**Required action**
In the records below, find the line holding "Build a gazetteer for the map above" and the line holding "For a GIS import: Dump". Set down both, with every line between them, exactly.

(Dataset items)
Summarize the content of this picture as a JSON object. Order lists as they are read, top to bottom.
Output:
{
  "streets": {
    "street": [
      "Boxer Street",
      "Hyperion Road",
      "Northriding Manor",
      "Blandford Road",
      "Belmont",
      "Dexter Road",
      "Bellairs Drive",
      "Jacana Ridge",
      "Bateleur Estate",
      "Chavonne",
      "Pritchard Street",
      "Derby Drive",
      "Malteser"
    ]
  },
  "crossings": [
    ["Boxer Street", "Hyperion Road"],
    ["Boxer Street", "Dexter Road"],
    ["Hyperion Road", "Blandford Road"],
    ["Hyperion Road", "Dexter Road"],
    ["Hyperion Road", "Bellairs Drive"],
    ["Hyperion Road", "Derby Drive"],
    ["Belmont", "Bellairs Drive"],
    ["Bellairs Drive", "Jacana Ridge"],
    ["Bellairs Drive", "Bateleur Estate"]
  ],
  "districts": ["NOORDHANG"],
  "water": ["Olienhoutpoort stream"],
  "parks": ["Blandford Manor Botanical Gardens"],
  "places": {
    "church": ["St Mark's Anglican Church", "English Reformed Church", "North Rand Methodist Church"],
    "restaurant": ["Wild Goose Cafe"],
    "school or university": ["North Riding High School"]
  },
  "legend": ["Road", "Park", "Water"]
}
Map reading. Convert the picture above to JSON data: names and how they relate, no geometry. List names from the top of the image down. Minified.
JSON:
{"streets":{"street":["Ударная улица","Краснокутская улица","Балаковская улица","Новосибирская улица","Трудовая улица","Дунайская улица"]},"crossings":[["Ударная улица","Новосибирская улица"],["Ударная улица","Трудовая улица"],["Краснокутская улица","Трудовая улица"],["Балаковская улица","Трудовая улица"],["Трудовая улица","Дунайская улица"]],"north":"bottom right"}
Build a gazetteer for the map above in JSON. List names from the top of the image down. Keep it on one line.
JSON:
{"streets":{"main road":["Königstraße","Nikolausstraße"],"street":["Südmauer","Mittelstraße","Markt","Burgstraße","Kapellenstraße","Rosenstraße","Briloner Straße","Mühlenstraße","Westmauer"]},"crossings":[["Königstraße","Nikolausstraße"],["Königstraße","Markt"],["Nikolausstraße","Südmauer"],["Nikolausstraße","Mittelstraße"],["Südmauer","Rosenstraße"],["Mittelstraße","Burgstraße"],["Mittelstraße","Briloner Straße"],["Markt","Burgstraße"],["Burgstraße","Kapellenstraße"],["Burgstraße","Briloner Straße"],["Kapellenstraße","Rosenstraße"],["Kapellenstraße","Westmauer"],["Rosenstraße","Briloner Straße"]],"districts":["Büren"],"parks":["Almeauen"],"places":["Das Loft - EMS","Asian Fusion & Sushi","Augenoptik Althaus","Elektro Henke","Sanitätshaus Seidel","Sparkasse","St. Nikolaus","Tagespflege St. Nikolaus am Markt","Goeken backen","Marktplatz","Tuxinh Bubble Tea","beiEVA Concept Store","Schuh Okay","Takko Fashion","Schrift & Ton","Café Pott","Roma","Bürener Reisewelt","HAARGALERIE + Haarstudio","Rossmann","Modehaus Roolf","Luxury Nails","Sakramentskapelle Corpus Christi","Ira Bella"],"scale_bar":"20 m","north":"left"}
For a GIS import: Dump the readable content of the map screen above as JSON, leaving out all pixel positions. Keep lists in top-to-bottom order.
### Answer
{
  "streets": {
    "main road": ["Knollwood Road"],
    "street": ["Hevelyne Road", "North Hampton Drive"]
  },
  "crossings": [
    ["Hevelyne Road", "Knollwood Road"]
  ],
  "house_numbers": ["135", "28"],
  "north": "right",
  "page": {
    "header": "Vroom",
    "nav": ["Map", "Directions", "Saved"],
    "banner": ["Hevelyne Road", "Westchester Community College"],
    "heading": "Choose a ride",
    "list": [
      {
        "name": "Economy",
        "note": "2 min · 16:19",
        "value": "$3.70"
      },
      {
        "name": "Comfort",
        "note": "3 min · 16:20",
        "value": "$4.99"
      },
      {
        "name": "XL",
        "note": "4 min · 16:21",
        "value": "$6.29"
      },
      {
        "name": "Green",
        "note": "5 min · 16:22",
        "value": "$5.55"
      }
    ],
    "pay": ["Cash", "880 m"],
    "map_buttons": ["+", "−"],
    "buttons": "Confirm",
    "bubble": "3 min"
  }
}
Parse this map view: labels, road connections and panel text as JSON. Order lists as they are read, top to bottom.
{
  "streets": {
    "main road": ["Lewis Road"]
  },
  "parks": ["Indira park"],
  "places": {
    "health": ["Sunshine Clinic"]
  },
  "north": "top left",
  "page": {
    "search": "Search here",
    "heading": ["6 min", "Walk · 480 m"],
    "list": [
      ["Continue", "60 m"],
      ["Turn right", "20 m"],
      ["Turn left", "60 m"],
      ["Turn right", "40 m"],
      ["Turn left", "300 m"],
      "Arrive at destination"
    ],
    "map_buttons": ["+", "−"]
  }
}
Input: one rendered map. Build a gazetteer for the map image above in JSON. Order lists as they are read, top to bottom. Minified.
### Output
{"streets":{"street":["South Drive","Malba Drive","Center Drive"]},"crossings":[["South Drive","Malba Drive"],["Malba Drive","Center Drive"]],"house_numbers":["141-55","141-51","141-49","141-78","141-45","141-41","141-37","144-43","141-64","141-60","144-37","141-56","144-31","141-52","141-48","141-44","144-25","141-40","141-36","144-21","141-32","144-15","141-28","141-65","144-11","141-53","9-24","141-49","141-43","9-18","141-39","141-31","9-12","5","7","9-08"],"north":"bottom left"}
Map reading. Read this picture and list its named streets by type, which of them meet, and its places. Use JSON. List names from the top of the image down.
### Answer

**Task solution**
Build a gazetteer for the map above in JSON. List names from the top of the image down. Keep it on one line.
JSON:
{"streets":{"main road":["Königstraße","Nikolausstraße"],"street":["Südmauer","Mittelstraße","Markt","Burgstraße","Kapellenstraße","Rosenstraße","Briloner Straße","Mühlenstraße","Westmauer"]},"crossings":[["Königstraße","Nikolausstraße"],["Königstraße","Markt"],["Nikolausstraße","Südmauer"],["Nikolausstraße","Mittelstraße"],["Südmauer","Rosenstraße"],["Mittelstraße","Burgstraße"],["Mittelstraße","Briloner Straße"],["Markt","Burgstraße"],["Burgstraße","Kapellenstraße"],["Burgstraße","Briloner Straße"],["Kapellenstraße","Rosenstraße"],["Kapellenstraße","Westmauer"],["Rosenstraße","Briloner Straße"]],"districts":["Büren"],"parks":["Almeauen"],"places":["Das Loft - EMS","Asian Fusion & Sushi","Augenoptik Althaus","Elektro Henke","Sanitätshaus Seidel","Sparkasse","St. Nikolaus","Tagespflege St. Nikolaus am Markt","Goeken backen","Marktplatz","Tuxinh Bubble Tea","beiEVA Concept Store","Schuh Okay","Takko Fashion","Schrift & Ton","Café Pott","Roma","Bürener Reisewelt","HAARGALERIE + Haarstudio","Rossmann","Modehaus Roolf","Luxury Nails","Sakramentskapelle Corpus Christi","Ira Bella"],"scale_bar":"20 m","north":"left"}
For a GIS import: Dump the readable content of the map screen above as JSON, leaving out all pixel positions. Keep lists in top-to-bottom order.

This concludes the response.